(Supplied material begins)

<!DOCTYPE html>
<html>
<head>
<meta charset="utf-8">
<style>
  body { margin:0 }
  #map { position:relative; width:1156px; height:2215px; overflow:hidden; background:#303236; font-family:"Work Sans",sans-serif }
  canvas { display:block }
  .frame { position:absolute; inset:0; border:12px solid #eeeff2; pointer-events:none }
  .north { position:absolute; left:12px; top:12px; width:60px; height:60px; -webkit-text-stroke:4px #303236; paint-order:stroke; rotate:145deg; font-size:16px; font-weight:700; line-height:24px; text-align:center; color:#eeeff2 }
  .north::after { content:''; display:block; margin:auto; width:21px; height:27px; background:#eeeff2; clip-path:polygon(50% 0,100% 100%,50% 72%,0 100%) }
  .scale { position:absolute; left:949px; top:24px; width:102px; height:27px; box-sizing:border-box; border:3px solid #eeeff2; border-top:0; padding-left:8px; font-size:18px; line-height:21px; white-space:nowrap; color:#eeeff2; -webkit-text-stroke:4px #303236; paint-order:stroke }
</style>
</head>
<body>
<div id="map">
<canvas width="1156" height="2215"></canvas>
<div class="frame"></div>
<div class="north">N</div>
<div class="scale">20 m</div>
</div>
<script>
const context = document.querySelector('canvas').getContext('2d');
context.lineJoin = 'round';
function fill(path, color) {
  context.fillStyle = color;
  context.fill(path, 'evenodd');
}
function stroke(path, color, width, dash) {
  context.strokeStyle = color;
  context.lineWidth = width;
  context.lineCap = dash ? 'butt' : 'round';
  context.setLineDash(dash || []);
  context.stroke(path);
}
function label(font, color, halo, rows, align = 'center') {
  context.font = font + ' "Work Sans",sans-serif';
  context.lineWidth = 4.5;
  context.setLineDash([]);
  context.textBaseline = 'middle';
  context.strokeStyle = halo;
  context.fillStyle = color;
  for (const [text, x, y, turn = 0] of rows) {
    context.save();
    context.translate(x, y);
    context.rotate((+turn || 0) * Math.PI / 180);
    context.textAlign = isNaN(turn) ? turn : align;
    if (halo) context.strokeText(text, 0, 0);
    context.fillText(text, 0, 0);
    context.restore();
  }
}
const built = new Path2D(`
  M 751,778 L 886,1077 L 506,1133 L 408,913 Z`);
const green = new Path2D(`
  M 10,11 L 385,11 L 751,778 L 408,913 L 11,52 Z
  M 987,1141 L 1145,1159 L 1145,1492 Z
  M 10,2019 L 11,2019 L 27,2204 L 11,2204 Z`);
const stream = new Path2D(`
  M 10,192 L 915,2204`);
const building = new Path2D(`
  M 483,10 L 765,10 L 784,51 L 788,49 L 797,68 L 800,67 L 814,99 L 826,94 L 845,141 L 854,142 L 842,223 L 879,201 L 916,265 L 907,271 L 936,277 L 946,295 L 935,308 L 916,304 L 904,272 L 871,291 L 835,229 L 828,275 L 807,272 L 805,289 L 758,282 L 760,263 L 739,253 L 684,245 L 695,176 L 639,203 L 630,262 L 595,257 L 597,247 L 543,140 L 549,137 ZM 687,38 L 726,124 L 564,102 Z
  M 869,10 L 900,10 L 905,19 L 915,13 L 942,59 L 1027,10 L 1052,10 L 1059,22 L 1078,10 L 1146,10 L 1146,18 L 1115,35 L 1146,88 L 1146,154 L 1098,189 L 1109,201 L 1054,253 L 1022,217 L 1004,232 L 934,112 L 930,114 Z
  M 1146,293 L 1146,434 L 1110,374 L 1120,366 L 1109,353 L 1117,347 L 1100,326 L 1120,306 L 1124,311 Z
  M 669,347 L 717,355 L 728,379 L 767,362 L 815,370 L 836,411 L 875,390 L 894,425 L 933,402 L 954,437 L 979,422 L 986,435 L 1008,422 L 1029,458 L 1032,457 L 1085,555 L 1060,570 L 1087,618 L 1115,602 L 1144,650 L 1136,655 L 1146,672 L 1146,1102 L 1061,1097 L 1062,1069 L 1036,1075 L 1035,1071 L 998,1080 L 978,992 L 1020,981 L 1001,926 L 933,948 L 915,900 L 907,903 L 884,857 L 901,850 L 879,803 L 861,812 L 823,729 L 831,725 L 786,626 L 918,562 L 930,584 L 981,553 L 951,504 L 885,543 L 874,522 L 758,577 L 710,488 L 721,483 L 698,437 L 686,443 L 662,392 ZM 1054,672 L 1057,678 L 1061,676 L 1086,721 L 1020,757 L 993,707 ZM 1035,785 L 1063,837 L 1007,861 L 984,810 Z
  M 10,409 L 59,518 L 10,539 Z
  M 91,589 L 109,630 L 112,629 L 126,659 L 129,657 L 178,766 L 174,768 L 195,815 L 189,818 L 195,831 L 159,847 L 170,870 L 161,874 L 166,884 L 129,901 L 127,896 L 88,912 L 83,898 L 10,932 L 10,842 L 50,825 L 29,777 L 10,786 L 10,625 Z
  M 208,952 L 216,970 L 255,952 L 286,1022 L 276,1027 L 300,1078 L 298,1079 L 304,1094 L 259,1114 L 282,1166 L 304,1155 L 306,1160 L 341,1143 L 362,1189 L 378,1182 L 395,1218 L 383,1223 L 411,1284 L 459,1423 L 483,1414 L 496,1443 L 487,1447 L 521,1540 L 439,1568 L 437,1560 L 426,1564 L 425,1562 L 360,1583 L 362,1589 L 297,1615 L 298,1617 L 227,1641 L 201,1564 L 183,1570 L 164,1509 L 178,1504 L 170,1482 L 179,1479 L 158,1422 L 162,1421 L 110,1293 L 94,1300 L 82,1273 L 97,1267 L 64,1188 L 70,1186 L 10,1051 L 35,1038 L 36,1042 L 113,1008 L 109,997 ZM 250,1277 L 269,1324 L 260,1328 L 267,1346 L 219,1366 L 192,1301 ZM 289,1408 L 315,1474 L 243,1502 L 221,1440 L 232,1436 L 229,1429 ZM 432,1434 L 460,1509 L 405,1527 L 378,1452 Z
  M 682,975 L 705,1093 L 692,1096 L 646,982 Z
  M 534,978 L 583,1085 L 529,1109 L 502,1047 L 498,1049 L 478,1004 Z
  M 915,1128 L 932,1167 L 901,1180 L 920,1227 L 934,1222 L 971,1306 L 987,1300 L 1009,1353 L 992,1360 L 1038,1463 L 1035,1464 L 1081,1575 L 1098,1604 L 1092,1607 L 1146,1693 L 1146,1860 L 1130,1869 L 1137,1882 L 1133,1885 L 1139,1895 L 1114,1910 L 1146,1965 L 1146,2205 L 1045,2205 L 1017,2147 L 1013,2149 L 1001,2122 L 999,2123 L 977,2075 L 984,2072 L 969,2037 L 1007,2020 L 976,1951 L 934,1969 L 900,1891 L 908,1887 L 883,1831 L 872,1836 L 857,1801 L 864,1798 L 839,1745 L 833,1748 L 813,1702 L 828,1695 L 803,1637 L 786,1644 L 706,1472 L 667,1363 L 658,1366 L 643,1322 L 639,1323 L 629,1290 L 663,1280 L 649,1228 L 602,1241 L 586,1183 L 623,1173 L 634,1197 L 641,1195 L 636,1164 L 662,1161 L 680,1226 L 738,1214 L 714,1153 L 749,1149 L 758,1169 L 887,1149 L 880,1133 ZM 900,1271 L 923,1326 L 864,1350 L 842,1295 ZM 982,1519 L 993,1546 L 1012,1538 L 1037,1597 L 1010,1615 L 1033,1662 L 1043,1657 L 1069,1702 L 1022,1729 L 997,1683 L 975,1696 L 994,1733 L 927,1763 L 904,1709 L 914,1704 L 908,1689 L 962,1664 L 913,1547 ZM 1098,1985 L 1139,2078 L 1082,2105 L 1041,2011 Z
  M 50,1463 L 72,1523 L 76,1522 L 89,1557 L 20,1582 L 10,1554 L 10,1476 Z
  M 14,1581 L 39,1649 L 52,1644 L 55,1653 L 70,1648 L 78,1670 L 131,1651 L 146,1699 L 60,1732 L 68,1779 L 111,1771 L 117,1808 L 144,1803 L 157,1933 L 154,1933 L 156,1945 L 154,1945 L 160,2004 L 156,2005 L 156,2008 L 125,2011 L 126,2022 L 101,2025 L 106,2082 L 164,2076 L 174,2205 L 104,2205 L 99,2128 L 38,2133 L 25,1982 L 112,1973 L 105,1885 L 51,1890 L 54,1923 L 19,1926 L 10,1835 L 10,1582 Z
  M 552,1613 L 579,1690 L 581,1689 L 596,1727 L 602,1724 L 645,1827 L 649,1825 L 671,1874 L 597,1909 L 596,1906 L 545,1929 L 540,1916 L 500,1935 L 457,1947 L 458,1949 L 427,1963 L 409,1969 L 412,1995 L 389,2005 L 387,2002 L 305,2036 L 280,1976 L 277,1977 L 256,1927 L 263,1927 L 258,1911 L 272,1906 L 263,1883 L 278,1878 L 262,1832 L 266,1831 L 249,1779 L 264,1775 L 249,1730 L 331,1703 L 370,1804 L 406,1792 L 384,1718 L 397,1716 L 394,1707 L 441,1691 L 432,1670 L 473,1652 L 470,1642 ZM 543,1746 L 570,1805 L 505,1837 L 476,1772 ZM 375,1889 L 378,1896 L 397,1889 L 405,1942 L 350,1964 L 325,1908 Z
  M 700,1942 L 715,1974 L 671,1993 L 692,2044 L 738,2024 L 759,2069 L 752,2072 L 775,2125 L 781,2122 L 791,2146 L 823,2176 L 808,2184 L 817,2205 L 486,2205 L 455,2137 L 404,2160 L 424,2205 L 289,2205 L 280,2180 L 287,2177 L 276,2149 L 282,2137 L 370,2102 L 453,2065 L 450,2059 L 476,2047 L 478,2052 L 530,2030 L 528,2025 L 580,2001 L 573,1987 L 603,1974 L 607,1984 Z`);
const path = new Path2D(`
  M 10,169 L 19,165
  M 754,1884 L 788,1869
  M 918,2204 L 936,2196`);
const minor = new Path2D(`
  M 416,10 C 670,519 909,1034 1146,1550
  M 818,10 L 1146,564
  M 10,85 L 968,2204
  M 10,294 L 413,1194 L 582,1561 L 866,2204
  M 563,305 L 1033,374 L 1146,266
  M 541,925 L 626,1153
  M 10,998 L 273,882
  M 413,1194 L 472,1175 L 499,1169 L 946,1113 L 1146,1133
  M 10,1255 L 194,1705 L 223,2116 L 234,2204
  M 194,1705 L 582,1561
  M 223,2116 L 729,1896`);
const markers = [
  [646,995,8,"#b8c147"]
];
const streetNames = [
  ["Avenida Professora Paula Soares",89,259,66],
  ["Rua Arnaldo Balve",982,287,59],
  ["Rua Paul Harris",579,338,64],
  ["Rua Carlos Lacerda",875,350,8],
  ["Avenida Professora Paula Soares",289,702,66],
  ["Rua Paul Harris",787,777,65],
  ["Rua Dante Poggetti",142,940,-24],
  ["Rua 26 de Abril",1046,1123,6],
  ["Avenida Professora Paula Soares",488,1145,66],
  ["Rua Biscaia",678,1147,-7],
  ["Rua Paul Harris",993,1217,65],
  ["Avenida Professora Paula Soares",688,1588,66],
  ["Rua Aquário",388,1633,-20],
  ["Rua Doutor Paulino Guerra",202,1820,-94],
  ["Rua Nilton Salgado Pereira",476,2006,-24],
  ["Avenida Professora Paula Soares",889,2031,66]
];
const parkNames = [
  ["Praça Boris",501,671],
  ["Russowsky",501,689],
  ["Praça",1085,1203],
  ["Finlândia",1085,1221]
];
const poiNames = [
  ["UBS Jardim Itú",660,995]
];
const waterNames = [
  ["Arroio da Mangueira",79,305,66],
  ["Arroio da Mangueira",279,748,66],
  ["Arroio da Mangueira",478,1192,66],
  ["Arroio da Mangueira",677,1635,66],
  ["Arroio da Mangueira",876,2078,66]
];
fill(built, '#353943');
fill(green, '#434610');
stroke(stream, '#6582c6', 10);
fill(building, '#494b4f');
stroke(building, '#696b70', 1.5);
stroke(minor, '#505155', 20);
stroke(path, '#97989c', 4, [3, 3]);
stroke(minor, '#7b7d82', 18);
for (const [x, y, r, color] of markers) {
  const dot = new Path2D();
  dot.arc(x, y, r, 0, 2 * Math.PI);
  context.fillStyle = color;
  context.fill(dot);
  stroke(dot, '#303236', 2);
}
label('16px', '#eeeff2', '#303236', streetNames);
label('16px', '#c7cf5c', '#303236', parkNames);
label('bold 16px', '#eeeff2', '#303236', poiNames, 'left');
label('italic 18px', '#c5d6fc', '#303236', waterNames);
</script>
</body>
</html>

(Supplied material ends)

• **What is required**
Would you retype the lines above from the one with "context.lineCap = dash ? 'butt' : 'round';" down to the one with "context.translate(x, y);", word for word, both ends included and no other lines?

• **Exercise output**
  context.lineCap = dash ? 'butt' : 'round';
  context.setLineDash(dash || []);
  context.stroke(path);
}
function label(font, color, halo, rows, align = 'center') {
  context.font = font + ' "Work Sans",sans-serif';
  context.lineWidth = 4.5;
  context.setLineDash([]);
  context.textBaseline = 'middle';
  context.strokeStyle = halo;
  context.fillStyle = color;
  for (const [text, x, y, turn = 0] of rows) {
    context.save();
    context.translate(x, y);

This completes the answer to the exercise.